The  nfathomably effective opening 10 minutes and the surreal melancholy of its central concept earned it its place as a Best Picture contender (although it should have been Wall-E that broke the ice), despite the sometimes misfitted humour.

A bold, poetic and welcome addition to the Pixar body of work

**** – it’s originality and pathos overshadow the uncomfortable comedy vibes

Toy Story 3 (2010)

With every reason to be redundant, Toy Story 3 is instead possibly the most thrilling of the franchise.

It very notably puts Toy Story in the very rare class of perfect trilogies, with each film building on the former, legitimately adding more depth and scope to the franchise. Even Star Wars and The Godfather faltered in the final instalment, but Toy Story ends on a high note you didn’t know it had.

The premise and characters are kept fresh with a dramatic change of location, new characters are hugely enjoyable, every joke flies (Spanish Bud soars), and the emotion of the former films is effectively heightened to breaking point, without breaking. Includes scenes of suspense almost too thrilling for kids film and an overwhelming finale built on deep, expansive, perfectly judged nostalgia and a somehow profound understanding of toys, imagination and childhood. Epic.

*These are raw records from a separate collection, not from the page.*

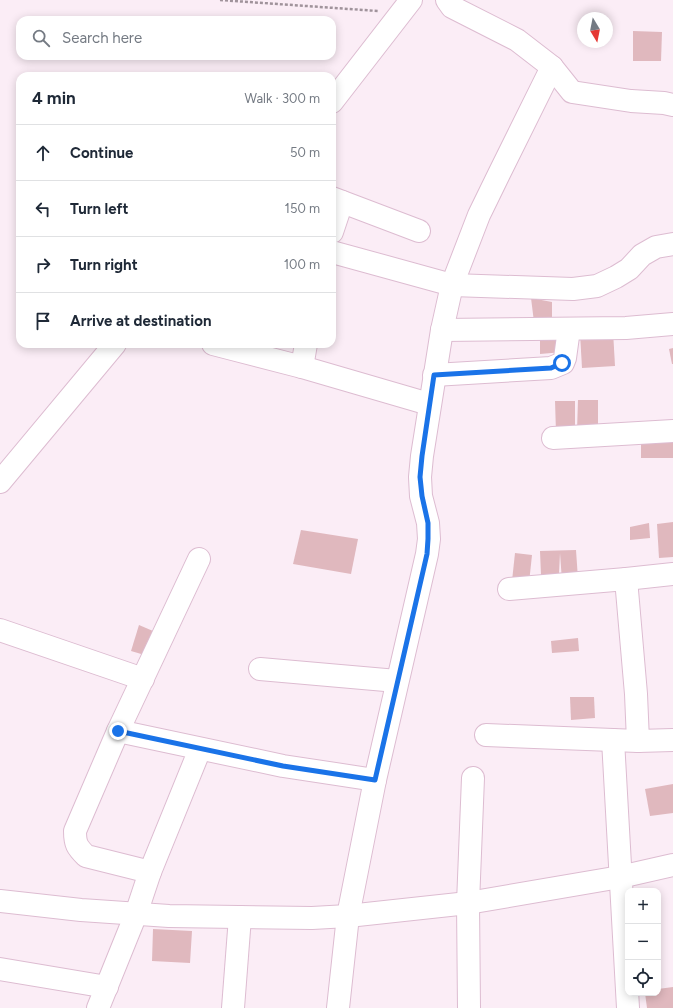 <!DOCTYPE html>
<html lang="en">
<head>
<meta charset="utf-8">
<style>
  :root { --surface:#fff; --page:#f6f6f7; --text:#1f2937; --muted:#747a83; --line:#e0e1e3 }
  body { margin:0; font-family:Figtree,sans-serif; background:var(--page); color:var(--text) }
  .controls { position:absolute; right:12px; bottom:12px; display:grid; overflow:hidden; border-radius:8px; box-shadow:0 2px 10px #0003 }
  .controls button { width:36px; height:36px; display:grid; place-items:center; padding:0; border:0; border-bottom:1px solid var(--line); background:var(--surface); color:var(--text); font:20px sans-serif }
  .compass { position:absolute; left:577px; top:12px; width:36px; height:36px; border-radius:50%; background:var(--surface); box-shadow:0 2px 10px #0003; rotate:170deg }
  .stop { position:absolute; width:12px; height:12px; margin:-9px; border:3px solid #1a73e8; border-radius:50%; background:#fff }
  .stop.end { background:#1a73e8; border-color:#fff; box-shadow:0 1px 4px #0008 }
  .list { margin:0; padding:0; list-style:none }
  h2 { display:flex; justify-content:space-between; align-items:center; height:52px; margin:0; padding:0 16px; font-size:17px }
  h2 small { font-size:13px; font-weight:400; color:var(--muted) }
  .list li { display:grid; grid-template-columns:26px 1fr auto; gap:12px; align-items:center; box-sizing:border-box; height:56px; padding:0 16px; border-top:1px solid var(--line) }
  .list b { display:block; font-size:15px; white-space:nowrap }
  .list em { font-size:13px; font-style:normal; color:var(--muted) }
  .icon { flex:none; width:22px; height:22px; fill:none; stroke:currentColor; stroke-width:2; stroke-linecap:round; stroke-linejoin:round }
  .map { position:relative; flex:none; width:673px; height:1008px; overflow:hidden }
  .search { position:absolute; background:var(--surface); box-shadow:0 2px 10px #0003; left:16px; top:16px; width:320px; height:44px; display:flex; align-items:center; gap:10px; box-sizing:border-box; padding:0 14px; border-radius:12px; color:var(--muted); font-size:15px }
  .panel { position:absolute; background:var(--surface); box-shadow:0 2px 10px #0003; left:16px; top:72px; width:320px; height:276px; border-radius:12px }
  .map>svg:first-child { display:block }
  .building { fill:#e0b8be }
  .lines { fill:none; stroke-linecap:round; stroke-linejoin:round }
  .minor-casing { stroke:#ddbcd1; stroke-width:24 }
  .path { stroke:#a0939b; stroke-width:2.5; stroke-dasharray:3 2; stroke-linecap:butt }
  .minor { stroke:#fff; stroke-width:22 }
  .route { stroke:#1a73e8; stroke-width:5 }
</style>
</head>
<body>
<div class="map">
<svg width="673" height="1008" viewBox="0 0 673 1008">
  <rect width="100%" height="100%" fill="#fbedf6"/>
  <g class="building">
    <polygon points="633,31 662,32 661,61 633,61"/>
    <polygon points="531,298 552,302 552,318 534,322"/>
    <polygon points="613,331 615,366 582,368 580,333"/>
    <polygon points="563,335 563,352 540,354 540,336"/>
    <polygon points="673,348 673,364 672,364 669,349"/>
    <polygon points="578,400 598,400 598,431 577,431"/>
    <polygon points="555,401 575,401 575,432 556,432"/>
    <polygon points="641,440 673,442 673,458 641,458"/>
    <polygon points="673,522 673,557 659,558 657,524"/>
    <polygon points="649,523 650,538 630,540 630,527"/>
    <polygon points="301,530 358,539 351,574 293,564"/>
    <polygon points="576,550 578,579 562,581 560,553 559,574 541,575 540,551"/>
    <polygon points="515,553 532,555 529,583 512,581"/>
    <polygon points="139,625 160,634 148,656 131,651"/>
    <polygon points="578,638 579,651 552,653 551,641"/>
    <polygon points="570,697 594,697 595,718 571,720"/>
    <polygon points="673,784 673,813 650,816 645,789"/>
    <polygon points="153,929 192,931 190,963 152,961"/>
    <polygon points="673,987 673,1008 647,1008 645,993 658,993 658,989"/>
  </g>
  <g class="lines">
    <g class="minor-casing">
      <g id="minor">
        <polyline points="447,0 452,7 517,40 552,67 572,92 631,101 664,103 673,105"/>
        <polyline points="332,102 411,0"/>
        <polyline points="332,198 419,231"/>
        <polyline points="332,232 342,202"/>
        <polyline points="332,252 452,285 573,289 597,286 616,277 629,269 642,255 656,247 673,244"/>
        <polyline points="442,330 626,328 673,324"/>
        <polyline points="213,344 302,367 429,404"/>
        <polyline points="302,367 306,344"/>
        <polyline points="434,375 551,368 563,363 565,358 569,329"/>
        <polyline points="553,438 673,431"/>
        <polyline points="0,482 115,344"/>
        <polyline points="626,579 636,694 638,741"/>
        <polyline points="509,589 626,579 673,574"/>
        <polyline points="0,630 143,679"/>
        <polyline points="260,669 397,681"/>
        <polyline points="118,731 283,766 375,780"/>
        <polyline points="486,735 638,741 673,740"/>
        <polyline points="613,740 628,1008"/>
        <path d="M 150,872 L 86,856 C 77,847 75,844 75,831 L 118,731 L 199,559"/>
        <polyline points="0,901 81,910 169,916 312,918 348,916 468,903 620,877 673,865"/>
        <polyline points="0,969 107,987"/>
        <polyline points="98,1008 136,914 150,872 200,749"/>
        <polyline points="233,1008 240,917"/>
        <polyline points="338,1008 348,916 375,780 427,554 429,539 428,523 421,496 420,477 422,456 442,330 452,285 479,215 499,174 552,67"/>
        <polyline points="469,1008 468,903 473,778"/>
      </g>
    </g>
    <polyline class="path" points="220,0 378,11"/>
    <use href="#minor" class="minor"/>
  </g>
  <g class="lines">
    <polyline class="route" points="118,731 283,766 375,780 427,554 428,539 428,523 422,496 420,477 422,456 434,375 551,368 562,363"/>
  </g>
</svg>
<div class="controls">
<button>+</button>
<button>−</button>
<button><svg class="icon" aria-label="locate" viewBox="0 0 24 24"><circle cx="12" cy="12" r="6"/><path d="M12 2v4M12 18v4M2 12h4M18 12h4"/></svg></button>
</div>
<svg class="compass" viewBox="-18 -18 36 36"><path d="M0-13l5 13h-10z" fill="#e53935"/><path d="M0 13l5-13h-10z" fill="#747a83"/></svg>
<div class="stop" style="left:562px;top:363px"></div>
<div class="stop end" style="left:118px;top:731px"></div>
<div class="search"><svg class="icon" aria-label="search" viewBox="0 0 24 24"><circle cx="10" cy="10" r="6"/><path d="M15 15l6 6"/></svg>Search here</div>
<section class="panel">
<h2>4 min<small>Walk · 300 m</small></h2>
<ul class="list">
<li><svg class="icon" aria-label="ahead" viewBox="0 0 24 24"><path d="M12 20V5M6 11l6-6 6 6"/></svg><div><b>Continue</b></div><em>50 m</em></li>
<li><svg class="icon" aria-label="left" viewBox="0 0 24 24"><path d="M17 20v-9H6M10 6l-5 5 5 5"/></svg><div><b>Turn left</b></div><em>150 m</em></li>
<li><svg class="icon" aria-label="right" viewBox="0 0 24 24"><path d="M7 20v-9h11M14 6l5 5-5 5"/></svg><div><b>Turn right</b></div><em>100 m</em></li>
<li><svg class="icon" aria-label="arrive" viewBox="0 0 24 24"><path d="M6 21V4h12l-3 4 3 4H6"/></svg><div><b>Arrive at destination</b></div></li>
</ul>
</section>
</div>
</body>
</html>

Nervous for the fourth instalment, though.

****1/2 A trilogy doesn't deserve to be so good

Cars 2 (2011)

Why? Oh yes, merchandising. This one's for the kids. Which is forgivable, provided they alternate with films back on form for the rest of us.

Brave (2012)

Fantastic for a Disney princess outing, but disappointing for Pixar. Despite an enjoyable lead character and some potent ideas, Brave's script just doesn't gel. With five writers on board and a mid-production handover, it may be a case of too many cooks spoiling the broth, but Brave feels like a promising set up and a solid, if foreseeable resolution, with a few random scenes thrown in the middle.

It's a pity, because Brave has a lovely magic realist surrealism; a rich, gorgeous setting; plenty of funny jokes and endearing supporting characters. It also has a noteworthy lead - the first Disney princess since Mulan not defined by the finding of a husband (quite the opposite really) and a significant warrior heroine in a year filled with warrior heroines (Merida ranks far above Kristen Stewart's vacant Snow White, but beneath Jennifer Lawrence's selfless Katniss Everdeen).

It only really fails to live up to the studio's impossibly high expectations, particularly painful as it should have atoned for Cars 2's sins, but remains a highly enjoyable and haphazardly inventive family fable with an important heroine for young girls.